Repeat the whole listing word for word, skipping pictures.

■ **Records shown**:
------------------------

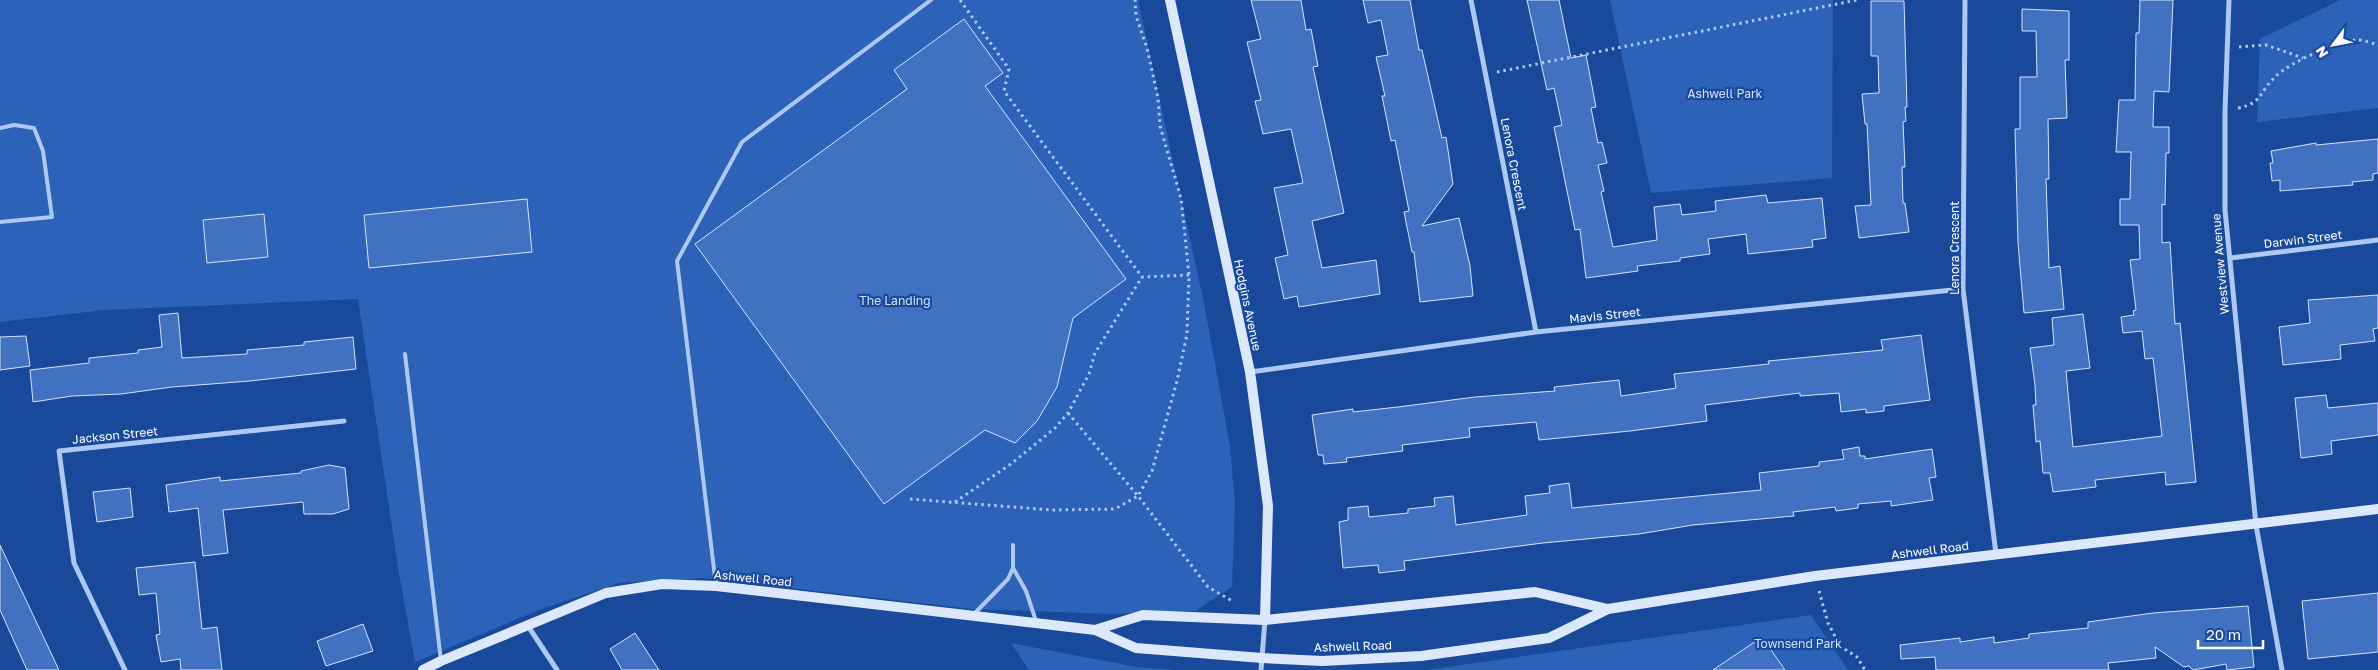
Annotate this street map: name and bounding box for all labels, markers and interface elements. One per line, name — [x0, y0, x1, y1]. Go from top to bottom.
north arrow — [2308, 20, 2358, 70]
text: N — [2312, 43, 2332, 61]
park label: Ashwell Park — [1688, 86, 1763, 101]
street label: Lenora Crescent — [1498, 116, 1530, 212]
street label: Lenora Crescent — [1947, 201, 1962, 295]
street label: Westview Avenue — [2208, 213, 2232, 315]
street label: Darwin Street — [2263, 227, 2343, 251]
street label: Hodgins Avenue — [1231, 258, 1265, 352]
park label: The Landing — [859, 293, 931, 308]
street label: Mavis Street — [1569, 304, 1642, 326]
street label: Jackson Street — [71, 423, 159, 447]
street label: Ashwell Road — [1890, 538, 1970, 562]
street label: Ashwell Road — [713, 566, 793, 590]
scale bar — [2198, 618, 2263, 650]
text: 20 m — [2206, 625, 2241, 643]
park label: Townsend Park — [1754, 636, 1842, 651]
street label: Ashwell Road — [1314, 637, 1392, 655]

------------------------

■ **Result for this exercise**:
Annotate this street map: name and bounding box for all labels, markers and interface elements. One per line, name — [x0, y0, x1, y1]. Go from top to bottom.
north arrow — [2308, 20, 2358, 70]
text: N — [2312, 43, 2332, 61]
park label: Ashwell Park — [1688, 86, 1763, 101]
street label: Lenora Crescent — [1498, 116, 1530, 212]
street label: Lenora Crescent — [1947, 201, 1962, 295]
street label: Westview Avenue — [2208, 213, 2232, 315]
street label: Darwin Street — [2263, 227, 2343, 251]
street label: Hodgins Avenue — [1231, 258, 1265, 352]
park label: The Landing — [859, 293, 931, 308]
street label: Mavis Street — [1569, 304, 1642, 326]
street label: Jackson Street — [71, 423, 159, 447]
street label: Ashwell Road — [1890, 538, 1970, 562]
street label: Ashwell Road — [713, 566, 793, 590]
scale bar — [2198, 618, 2263, 650]
text: 20 m — [2206, 625, 2241, 643]
park label: Townsend Park — [1754, 636, 1842, 651]
street label: Ashwell Road — [1314, 637, 1392, 655]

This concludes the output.